Filipino President Says ‘Heads Will Roll’ After Alleged Chinese-Born Fugitive Fled Country

The president’s office has directed ministers to cancel the passport of Alice Guo, or Guo Huaping, after the suspect allegedly escaped to Indonesia.

Filipino President Ferdinand Marcos Jr. said “heads will roll” on Wednesday after a high-profile fugitive was allowed to slip out of the country undetected.

His office has also directed the justice and foreign secretaries to work on canceling the passports of Alice Guo—a former mayor who claimed to be native Filipina but was identified by the authorities as Chinese national Guo Huaping—her two siblings, and another woman.

Philippine Police have been unable to locate Guo, her family, and one other individual after the Senate ordered their arrests last month in an investigation into a Chinese-run Philippine Offshore Gaming Operator (POGO) that was allegedly involved in fraud, illegal detention, and human trafficking.

Officials confirmed this week that Guo has managed to flee the country undetected and has ended up in Indonesia, despite the fact she’s on a border force watchlist and her face had been shown all over the news for weeks.

In a statement posted on social media platform X on Wednesday, Marcos wrote: “The departure of Alice Guo has laid bare the corruption that undermines our justice system and erodes public trust.

“LET ME BE CLEAR: Heads will roll.”

The president said a full-scale investigation is underway and that those who aided Guo’s flight will be exposed, “suspended, and will be held accountable to the fullest extent of the law.”

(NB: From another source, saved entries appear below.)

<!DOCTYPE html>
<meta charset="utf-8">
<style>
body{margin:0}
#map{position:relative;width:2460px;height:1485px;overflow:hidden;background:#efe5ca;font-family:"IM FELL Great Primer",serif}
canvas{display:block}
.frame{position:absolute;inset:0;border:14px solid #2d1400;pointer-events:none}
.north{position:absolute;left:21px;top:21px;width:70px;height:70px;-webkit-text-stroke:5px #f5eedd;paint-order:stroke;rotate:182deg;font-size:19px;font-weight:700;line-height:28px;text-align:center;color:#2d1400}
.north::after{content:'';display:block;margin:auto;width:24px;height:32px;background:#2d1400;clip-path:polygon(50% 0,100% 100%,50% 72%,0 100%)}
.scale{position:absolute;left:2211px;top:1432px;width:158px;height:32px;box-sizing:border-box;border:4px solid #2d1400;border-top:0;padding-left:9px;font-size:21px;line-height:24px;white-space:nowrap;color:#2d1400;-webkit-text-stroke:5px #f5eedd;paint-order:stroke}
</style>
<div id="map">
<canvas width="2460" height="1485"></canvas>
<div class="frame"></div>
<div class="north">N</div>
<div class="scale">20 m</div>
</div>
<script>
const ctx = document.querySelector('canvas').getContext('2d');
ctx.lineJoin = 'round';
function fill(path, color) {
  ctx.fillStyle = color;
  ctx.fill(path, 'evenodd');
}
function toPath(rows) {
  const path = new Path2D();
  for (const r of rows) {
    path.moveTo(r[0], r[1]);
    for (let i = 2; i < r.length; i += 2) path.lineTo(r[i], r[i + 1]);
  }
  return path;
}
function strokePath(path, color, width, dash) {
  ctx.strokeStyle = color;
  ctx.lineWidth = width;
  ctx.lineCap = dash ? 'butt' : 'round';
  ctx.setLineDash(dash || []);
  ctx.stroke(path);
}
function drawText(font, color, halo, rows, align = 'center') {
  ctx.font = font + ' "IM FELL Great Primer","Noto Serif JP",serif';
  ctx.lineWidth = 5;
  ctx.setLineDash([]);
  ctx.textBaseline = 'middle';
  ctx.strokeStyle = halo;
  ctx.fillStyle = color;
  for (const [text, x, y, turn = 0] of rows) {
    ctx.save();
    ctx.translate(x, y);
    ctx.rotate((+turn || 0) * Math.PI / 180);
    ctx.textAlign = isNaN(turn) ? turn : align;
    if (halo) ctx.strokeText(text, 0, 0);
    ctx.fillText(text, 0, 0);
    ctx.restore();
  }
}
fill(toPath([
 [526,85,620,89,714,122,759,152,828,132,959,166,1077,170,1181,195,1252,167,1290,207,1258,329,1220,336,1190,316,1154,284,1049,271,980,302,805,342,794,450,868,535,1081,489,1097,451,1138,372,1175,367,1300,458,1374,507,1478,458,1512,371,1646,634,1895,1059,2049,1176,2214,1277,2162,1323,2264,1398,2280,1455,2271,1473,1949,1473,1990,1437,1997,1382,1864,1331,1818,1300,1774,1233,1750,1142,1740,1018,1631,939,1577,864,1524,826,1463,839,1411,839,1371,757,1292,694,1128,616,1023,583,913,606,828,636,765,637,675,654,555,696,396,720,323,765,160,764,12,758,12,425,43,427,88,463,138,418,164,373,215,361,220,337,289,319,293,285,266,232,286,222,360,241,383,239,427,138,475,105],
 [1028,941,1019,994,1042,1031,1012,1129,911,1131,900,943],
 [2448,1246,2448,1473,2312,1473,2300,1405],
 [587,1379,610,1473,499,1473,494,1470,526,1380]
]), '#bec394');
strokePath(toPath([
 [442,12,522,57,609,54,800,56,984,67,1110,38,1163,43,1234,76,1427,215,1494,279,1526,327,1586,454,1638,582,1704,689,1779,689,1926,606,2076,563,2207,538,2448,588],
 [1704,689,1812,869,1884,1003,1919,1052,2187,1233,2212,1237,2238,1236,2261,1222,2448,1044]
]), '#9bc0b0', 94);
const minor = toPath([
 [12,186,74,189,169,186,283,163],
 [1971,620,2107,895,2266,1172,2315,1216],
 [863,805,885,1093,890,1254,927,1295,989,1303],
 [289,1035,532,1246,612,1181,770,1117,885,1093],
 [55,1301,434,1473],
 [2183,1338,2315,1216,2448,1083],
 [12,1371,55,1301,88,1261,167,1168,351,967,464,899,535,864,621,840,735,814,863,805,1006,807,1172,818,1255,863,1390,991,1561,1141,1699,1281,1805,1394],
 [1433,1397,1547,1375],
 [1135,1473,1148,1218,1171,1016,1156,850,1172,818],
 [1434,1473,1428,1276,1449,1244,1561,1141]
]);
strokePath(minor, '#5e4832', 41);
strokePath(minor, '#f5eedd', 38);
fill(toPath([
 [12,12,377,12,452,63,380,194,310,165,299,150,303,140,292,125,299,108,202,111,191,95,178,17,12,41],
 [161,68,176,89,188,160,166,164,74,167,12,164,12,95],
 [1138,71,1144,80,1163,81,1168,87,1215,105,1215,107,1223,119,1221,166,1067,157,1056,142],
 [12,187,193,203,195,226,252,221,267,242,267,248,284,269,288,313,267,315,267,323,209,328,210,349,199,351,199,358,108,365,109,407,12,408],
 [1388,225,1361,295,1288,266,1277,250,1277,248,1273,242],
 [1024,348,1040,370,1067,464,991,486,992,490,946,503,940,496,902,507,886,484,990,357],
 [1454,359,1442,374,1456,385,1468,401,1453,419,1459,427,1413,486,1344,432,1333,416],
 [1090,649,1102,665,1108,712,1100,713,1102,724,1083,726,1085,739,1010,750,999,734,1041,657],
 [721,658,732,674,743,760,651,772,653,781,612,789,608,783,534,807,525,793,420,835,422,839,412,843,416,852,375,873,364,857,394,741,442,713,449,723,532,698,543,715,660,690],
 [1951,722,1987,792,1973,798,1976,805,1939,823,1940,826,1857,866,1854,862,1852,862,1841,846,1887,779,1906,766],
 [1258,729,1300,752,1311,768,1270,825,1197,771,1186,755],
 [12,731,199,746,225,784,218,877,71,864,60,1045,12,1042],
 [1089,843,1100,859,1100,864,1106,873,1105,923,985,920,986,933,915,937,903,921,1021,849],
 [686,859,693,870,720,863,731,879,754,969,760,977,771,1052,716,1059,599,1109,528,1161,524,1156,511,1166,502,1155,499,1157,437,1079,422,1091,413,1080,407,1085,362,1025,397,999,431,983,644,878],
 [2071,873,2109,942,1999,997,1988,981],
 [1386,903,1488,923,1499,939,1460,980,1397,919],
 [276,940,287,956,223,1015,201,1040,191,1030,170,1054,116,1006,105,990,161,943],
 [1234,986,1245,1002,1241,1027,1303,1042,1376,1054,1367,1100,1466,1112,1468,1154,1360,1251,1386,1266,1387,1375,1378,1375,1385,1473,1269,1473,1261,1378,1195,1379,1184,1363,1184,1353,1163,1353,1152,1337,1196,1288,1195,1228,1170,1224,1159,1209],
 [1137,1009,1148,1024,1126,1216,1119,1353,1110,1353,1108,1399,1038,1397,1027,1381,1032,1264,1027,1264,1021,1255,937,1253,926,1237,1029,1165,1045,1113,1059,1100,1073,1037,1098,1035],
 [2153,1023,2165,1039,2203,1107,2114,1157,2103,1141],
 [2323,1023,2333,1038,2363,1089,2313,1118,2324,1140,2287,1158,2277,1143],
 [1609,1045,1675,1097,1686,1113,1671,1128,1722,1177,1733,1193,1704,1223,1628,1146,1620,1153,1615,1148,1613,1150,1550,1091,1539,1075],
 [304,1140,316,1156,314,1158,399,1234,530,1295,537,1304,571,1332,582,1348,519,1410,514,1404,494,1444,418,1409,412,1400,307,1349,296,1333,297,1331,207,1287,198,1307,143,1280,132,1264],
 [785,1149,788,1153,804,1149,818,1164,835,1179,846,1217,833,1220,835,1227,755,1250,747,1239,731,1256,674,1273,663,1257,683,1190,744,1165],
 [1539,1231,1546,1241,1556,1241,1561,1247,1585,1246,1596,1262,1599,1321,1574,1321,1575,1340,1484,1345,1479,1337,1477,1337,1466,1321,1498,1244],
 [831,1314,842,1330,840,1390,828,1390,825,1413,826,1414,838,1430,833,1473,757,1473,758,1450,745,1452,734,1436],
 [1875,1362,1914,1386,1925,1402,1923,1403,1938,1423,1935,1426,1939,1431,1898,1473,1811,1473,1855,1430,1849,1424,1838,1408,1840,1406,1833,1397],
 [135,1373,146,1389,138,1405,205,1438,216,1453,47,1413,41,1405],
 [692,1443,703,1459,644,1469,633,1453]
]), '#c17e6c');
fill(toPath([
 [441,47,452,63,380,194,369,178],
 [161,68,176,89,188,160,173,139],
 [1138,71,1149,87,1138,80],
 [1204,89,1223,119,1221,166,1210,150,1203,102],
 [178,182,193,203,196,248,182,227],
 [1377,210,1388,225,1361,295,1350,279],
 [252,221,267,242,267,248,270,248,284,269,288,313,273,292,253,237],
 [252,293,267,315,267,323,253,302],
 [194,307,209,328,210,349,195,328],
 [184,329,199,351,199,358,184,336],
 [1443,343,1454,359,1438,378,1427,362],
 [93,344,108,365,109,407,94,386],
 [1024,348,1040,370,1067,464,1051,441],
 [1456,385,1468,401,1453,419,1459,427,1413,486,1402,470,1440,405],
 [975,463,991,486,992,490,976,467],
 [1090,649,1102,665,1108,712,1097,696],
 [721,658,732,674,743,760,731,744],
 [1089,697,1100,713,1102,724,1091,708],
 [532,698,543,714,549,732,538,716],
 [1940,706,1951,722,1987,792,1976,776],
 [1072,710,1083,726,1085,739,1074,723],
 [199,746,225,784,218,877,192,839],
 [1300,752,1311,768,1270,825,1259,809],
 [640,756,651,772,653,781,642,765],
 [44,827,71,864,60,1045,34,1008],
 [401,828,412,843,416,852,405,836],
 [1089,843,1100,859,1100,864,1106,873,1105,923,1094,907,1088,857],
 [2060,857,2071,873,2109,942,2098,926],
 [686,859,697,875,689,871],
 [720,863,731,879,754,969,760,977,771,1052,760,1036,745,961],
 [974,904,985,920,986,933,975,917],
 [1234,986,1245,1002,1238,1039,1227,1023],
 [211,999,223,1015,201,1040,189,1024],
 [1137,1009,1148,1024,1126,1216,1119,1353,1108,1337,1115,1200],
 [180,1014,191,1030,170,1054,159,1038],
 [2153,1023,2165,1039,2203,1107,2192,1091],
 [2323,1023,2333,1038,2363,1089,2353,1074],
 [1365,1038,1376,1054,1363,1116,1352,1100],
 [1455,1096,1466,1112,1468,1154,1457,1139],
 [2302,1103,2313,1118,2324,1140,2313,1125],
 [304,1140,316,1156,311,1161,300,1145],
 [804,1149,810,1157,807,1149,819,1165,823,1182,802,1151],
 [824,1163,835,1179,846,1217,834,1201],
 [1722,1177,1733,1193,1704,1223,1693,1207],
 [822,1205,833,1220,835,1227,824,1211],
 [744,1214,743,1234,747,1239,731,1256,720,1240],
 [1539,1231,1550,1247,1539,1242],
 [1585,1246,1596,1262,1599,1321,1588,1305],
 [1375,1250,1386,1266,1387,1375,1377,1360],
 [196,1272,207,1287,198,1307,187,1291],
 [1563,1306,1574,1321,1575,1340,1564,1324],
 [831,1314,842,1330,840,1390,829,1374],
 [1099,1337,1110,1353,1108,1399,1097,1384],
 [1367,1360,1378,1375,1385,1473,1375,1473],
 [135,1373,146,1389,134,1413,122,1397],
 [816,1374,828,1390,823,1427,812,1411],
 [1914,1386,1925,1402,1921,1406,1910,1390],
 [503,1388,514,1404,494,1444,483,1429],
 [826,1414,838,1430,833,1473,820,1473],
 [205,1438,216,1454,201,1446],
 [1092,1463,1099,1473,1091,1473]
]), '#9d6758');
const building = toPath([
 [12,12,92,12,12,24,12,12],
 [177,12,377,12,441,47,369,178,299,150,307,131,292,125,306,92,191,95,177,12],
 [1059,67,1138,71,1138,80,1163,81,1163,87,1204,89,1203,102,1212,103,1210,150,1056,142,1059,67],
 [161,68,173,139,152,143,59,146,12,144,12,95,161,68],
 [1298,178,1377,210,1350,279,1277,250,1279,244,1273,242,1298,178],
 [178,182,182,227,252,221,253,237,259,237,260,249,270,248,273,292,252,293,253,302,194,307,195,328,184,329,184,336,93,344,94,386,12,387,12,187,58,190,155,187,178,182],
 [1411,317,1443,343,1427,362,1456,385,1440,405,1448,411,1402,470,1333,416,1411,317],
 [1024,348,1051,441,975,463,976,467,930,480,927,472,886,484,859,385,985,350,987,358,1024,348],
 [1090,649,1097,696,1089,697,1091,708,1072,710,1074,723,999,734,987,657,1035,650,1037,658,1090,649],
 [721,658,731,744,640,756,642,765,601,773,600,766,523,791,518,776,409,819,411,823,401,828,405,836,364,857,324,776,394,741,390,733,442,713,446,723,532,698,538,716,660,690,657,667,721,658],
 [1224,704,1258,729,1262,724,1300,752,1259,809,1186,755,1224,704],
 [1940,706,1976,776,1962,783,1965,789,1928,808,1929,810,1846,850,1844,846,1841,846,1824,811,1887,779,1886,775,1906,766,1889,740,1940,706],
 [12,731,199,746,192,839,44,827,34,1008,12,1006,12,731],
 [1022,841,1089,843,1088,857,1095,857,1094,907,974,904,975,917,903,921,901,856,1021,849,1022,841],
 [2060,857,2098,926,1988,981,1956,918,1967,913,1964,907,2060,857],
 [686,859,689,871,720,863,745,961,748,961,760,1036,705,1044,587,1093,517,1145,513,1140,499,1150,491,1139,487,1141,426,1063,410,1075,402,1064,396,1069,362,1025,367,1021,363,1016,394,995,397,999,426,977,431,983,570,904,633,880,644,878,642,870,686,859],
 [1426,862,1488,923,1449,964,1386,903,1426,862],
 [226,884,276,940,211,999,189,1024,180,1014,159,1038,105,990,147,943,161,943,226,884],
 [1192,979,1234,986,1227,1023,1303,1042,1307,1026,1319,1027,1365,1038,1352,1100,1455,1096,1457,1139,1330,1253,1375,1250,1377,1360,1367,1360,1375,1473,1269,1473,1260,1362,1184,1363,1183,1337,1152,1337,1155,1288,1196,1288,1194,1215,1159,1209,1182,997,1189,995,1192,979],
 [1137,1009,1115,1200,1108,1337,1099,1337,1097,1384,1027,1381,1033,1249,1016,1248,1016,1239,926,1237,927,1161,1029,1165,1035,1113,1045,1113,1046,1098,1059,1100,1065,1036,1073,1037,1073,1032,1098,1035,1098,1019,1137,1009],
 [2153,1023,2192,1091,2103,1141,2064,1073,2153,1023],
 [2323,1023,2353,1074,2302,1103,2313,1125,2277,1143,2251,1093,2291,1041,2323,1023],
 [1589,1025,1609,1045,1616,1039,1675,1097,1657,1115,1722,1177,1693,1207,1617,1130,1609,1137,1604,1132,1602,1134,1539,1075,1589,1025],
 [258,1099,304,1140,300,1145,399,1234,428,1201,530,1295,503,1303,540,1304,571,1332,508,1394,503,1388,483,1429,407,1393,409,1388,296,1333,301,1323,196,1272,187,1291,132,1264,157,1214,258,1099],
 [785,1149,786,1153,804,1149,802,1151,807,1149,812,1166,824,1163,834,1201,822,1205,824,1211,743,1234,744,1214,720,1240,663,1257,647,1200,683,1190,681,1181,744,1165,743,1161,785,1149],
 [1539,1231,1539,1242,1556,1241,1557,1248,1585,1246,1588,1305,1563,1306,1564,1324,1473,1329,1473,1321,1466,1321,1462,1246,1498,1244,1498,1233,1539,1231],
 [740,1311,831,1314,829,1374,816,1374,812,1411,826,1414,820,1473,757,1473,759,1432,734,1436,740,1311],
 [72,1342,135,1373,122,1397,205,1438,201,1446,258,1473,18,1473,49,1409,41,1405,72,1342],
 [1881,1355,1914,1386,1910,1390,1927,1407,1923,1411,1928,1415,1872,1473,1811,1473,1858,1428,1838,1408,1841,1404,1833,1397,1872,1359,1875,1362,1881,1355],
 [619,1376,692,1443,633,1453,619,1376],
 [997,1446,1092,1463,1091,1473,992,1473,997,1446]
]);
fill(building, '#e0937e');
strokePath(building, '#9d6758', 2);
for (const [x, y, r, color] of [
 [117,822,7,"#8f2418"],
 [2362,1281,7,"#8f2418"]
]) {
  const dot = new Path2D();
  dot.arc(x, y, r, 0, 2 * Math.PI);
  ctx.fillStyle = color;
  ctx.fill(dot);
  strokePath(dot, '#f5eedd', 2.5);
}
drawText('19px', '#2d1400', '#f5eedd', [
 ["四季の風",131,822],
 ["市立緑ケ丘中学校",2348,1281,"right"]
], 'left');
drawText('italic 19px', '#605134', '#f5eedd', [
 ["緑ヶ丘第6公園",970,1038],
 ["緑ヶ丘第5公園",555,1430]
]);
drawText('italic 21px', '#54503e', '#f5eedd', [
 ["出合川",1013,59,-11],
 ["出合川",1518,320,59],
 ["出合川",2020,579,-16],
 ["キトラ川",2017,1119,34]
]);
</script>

“There is no room in this government for anyone who places personal interest above serving the Filipino people with honor, integrity, and justice,” Marcos added.

In a memo dated Tuesday, his office directed the justice and foreign secretaries to take “appropriate action” to cancel the passports of Alice Guo, her two siblings, and Katherine Cassandra Li Ong, who’s wanted over another POGO, all of whom are believed to have fled the country, using legal powers to do so “in the interest of national security” and where a passport holder “is a fugitive from justice.”

According to the Filipino president’s office, the Bureau of Immigration (BI), and the Presidential Anti-Organised Crime Commission, it’s unclear when or how Guo left the Philippines, but immigration records show she arrived in Malaysia from Indonesia on July 18, then arrived in Singapore on July 21 with her siblings Sheila Guo and Wesley Guo, and went back to Indonesia via a ferry on Aug. 18.

BI Commissioner Norman Tansingco said on Monday the agency had no record of Guo’s supposed departure from the Philippines despite both of her names being on a watchlist, according to the agency’s statement.

Neither has BI received reports from other aviation and maritime agencies responsible for monitoring informal exit points, Tansingco added.

The commissioner said at the time that canceling Guo’s Philippine travel documents could fast-track her extradition to the Philippines.

Guo’s lawyer, Stephen David, said that his client remains in the Philippines, but he didn’t provide any evidence.

“Thus, without further evidence to prove that she has indeed left the country, our reliance in good faith on the assurances by our client remains,” David said in a statement.

Guo, 34, has been the mayor of a farming town called Bamban since June 2022. She was suspended in June this year after being identified as an owner of land used by the Zun Yuan Technology POGO complex, where police rescued hundreds of workers.

During the investigation, her failure to answer questions about her identity and her past led to Filipina Sen. Risa Hontiveros questioning whether she was a Chinese spy, which she denied.

On June 27 this year, Hontiveros said the National Bureau of Investigation had confirmed Guo’s fingerprints matched those of Chinese national Guo Huaping, who moved to the Philippines in 2003 at the age of 13.

On Aug. 12, Guo was dismissed as Bamban’s mayor, stripped of her retirement benefits, and banned from public office.

Guo has denied involvement in criminal activities and maintained she is a natural-born Philippine citizen. She has written to the Philippine Senate claiming she was the subject of “malicious accusations.”

Her case follows growing Philippine suspicion about the Chinese regime amid intensified activities over territorial disputes in the South China Sea.